#### Provided information
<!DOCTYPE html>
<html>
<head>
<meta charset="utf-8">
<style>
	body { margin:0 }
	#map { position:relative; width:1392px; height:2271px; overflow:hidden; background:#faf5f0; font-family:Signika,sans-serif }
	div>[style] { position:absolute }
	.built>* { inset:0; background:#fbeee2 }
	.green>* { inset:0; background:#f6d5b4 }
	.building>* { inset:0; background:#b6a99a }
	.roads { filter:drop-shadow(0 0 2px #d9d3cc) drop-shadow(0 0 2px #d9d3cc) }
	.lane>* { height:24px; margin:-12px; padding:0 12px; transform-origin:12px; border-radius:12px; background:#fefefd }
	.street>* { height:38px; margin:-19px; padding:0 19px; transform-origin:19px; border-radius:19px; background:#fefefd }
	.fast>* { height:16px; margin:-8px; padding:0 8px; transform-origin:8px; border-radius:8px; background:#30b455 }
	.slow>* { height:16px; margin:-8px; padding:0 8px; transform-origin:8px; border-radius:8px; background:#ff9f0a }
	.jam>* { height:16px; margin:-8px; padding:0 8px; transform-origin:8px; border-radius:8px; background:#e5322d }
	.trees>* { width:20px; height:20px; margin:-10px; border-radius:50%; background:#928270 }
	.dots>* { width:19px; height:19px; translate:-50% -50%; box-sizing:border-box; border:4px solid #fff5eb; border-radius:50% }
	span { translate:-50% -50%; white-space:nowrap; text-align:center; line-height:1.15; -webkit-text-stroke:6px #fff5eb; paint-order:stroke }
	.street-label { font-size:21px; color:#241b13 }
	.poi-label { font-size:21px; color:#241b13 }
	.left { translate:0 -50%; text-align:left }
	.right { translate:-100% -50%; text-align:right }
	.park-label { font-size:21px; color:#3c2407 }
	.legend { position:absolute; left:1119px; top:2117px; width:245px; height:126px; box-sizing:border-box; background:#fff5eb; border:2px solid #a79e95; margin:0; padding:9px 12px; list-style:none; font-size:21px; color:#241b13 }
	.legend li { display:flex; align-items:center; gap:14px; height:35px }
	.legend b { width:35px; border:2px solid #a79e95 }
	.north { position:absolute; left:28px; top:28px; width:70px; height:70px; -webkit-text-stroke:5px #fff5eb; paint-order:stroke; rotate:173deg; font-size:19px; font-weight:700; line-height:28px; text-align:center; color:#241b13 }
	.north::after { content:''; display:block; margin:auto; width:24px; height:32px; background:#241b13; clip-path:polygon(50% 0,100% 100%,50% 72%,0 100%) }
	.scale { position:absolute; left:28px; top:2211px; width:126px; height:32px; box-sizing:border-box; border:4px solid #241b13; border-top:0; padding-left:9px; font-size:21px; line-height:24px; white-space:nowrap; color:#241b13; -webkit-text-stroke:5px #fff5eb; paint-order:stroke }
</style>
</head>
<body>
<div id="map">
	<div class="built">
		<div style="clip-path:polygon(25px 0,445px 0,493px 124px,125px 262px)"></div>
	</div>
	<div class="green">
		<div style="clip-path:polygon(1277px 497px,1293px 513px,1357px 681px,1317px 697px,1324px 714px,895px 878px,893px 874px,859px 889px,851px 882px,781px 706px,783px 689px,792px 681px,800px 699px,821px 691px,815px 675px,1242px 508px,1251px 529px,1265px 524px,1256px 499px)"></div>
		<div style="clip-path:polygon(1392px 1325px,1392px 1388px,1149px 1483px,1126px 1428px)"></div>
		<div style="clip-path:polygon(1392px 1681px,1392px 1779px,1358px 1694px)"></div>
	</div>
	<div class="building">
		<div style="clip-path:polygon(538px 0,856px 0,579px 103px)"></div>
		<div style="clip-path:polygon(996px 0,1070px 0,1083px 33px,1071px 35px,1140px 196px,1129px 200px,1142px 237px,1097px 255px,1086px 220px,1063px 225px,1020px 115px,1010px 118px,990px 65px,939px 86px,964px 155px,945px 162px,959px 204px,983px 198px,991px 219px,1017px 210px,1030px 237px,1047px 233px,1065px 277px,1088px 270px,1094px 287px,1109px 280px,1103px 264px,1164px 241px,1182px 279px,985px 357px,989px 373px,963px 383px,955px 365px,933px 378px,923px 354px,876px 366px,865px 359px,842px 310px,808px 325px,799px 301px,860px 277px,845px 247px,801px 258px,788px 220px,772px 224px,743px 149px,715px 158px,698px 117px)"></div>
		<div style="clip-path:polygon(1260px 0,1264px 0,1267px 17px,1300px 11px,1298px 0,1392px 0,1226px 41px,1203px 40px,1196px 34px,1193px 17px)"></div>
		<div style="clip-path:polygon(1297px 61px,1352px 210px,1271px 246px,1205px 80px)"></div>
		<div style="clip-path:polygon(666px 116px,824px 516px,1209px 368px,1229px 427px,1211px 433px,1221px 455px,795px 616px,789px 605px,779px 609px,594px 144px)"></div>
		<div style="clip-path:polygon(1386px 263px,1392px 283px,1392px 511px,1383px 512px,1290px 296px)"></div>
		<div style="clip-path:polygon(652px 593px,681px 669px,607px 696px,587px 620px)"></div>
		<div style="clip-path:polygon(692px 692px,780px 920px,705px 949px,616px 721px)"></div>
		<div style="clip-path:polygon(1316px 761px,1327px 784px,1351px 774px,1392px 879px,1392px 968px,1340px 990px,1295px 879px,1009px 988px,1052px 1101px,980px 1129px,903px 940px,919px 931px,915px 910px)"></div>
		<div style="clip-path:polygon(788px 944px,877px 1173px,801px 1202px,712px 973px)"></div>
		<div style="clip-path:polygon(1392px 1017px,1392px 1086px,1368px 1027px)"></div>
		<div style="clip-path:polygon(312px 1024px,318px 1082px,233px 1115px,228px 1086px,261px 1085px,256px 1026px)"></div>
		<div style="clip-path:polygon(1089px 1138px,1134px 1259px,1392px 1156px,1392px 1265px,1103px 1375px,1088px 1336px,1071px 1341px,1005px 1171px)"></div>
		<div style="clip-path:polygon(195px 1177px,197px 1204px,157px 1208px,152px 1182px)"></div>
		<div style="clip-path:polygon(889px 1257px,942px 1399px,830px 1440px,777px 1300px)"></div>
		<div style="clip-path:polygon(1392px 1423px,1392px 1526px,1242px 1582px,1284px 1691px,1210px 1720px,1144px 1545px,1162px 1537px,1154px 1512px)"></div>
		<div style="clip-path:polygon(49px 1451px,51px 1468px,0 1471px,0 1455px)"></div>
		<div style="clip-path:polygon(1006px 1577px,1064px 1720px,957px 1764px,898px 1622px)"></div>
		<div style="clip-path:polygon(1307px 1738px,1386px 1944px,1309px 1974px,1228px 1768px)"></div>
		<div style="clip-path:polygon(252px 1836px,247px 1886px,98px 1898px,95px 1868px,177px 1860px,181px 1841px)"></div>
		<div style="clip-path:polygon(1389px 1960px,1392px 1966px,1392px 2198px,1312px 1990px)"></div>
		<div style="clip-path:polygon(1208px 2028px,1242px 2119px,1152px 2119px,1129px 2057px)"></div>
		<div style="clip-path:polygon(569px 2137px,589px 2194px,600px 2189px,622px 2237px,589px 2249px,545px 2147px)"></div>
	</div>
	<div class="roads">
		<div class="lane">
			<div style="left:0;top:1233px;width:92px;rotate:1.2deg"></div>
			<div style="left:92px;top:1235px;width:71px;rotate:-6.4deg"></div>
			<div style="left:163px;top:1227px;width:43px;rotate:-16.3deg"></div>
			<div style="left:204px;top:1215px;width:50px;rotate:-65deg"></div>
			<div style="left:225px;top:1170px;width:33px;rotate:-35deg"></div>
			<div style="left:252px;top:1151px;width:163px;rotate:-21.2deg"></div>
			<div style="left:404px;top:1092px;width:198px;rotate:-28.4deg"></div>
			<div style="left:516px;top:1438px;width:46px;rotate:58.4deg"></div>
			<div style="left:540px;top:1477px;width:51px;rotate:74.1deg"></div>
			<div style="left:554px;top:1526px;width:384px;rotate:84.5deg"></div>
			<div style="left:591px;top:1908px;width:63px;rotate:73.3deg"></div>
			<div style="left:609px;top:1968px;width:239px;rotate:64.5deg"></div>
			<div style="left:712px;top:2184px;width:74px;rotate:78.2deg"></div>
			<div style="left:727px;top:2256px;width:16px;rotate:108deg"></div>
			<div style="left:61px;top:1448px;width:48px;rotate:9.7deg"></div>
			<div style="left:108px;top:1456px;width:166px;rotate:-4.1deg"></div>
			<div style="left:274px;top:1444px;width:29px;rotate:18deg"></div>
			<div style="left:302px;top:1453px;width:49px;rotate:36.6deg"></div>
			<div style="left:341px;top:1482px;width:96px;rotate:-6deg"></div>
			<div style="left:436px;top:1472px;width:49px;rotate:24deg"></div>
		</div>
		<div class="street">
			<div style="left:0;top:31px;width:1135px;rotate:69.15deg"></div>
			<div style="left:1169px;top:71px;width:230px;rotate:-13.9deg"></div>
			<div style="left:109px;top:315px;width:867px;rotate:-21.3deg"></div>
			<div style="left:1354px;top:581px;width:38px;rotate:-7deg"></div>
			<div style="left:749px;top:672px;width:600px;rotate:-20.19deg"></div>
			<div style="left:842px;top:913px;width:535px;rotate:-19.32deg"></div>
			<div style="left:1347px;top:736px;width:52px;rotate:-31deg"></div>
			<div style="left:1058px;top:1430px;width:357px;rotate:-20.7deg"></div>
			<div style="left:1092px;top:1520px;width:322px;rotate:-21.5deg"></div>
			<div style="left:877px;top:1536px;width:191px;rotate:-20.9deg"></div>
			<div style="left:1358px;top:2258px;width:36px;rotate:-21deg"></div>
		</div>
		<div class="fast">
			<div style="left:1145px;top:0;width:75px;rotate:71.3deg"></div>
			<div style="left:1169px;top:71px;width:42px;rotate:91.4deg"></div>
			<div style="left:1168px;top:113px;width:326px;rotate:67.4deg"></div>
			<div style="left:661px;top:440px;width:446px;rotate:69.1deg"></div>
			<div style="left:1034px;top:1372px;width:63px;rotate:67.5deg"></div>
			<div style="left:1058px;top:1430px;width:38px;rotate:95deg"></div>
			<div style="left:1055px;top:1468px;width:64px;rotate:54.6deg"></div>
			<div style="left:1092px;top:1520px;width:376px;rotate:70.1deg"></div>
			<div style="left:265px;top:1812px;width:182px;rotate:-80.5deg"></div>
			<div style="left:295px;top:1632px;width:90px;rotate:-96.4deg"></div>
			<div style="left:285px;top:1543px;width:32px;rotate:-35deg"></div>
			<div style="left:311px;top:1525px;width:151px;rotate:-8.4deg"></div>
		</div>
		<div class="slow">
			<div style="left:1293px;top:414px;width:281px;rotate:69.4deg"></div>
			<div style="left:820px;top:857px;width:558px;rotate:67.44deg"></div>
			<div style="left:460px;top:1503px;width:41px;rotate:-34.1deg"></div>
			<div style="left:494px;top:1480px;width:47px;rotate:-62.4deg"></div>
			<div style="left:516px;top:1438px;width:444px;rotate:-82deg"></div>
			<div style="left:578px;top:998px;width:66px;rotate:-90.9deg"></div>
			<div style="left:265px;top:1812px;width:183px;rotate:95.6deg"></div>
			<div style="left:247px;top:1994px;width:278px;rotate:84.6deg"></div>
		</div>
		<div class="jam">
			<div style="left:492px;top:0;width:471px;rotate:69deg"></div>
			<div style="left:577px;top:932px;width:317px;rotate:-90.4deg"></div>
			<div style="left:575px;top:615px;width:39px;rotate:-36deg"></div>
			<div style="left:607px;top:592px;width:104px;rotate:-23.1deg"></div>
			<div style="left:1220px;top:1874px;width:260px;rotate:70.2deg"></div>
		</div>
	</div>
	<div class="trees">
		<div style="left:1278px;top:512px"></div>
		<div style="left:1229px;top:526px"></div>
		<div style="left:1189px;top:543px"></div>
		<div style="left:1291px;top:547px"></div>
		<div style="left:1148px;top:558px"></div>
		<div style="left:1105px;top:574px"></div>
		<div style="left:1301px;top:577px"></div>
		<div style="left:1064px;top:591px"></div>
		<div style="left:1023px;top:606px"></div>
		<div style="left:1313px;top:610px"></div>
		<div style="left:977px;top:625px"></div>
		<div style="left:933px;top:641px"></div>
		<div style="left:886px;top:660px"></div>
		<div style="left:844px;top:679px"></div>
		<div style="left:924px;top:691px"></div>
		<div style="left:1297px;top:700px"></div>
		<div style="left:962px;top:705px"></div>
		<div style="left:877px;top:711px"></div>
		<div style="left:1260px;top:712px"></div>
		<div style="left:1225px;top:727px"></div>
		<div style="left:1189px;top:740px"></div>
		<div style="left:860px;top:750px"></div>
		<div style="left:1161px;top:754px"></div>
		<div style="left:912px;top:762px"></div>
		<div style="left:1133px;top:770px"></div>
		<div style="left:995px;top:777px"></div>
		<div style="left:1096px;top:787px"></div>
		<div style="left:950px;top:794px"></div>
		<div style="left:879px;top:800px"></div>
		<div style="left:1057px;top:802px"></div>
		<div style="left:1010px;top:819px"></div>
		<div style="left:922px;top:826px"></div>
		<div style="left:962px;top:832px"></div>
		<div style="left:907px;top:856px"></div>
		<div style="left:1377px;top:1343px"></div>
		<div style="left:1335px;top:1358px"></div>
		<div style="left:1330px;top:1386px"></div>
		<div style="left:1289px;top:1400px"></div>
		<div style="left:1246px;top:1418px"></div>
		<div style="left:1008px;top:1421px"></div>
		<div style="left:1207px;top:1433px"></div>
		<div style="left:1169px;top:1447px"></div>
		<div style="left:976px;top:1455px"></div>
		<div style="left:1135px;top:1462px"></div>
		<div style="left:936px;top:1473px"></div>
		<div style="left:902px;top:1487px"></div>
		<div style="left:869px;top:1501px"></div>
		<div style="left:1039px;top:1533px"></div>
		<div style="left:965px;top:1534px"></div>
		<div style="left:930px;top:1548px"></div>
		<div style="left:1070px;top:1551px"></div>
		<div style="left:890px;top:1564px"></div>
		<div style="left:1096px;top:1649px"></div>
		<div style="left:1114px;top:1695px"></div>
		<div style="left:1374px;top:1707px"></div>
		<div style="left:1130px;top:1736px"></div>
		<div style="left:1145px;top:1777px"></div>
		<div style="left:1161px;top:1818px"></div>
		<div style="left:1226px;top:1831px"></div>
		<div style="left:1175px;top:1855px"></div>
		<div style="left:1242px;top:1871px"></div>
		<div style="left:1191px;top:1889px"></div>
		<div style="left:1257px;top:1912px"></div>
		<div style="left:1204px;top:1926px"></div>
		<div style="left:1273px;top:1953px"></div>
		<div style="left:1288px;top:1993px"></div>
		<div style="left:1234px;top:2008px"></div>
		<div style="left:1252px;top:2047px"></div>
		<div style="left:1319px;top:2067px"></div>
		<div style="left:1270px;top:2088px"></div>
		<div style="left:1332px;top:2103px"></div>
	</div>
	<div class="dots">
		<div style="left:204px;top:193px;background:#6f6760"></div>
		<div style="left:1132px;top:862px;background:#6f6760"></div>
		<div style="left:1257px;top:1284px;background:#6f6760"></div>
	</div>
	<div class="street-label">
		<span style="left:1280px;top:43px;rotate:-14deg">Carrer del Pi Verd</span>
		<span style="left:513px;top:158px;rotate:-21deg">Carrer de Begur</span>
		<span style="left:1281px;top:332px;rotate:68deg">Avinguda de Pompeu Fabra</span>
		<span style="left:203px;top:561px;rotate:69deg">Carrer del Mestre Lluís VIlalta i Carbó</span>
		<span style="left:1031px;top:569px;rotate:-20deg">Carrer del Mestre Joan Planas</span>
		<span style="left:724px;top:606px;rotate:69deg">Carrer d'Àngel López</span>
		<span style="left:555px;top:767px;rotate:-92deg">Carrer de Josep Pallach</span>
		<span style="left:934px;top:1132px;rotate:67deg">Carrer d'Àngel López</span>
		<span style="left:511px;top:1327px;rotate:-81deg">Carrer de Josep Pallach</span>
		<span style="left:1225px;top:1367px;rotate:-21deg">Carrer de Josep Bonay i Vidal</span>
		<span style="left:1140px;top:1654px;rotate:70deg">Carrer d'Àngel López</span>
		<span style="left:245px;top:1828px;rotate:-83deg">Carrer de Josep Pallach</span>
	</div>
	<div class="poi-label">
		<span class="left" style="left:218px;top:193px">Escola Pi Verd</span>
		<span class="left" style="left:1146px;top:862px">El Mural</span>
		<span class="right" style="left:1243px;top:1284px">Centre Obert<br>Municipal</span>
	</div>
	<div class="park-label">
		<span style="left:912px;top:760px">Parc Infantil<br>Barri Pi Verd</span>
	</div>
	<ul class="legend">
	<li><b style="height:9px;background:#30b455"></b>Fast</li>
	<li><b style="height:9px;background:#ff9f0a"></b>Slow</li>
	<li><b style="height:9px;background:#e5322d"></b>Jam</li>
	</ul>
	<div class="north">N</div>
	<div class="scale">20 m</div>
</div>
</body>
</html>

#### What is needed
In the entries above, find each line that includes the string "lane" and copy it.

#### Result of this task
	.lane>* { height:24px; margin:-12px; padding:0 12px; transform-origin:12px; border-radius:12px; background:#fefefd }
		<div class="lane">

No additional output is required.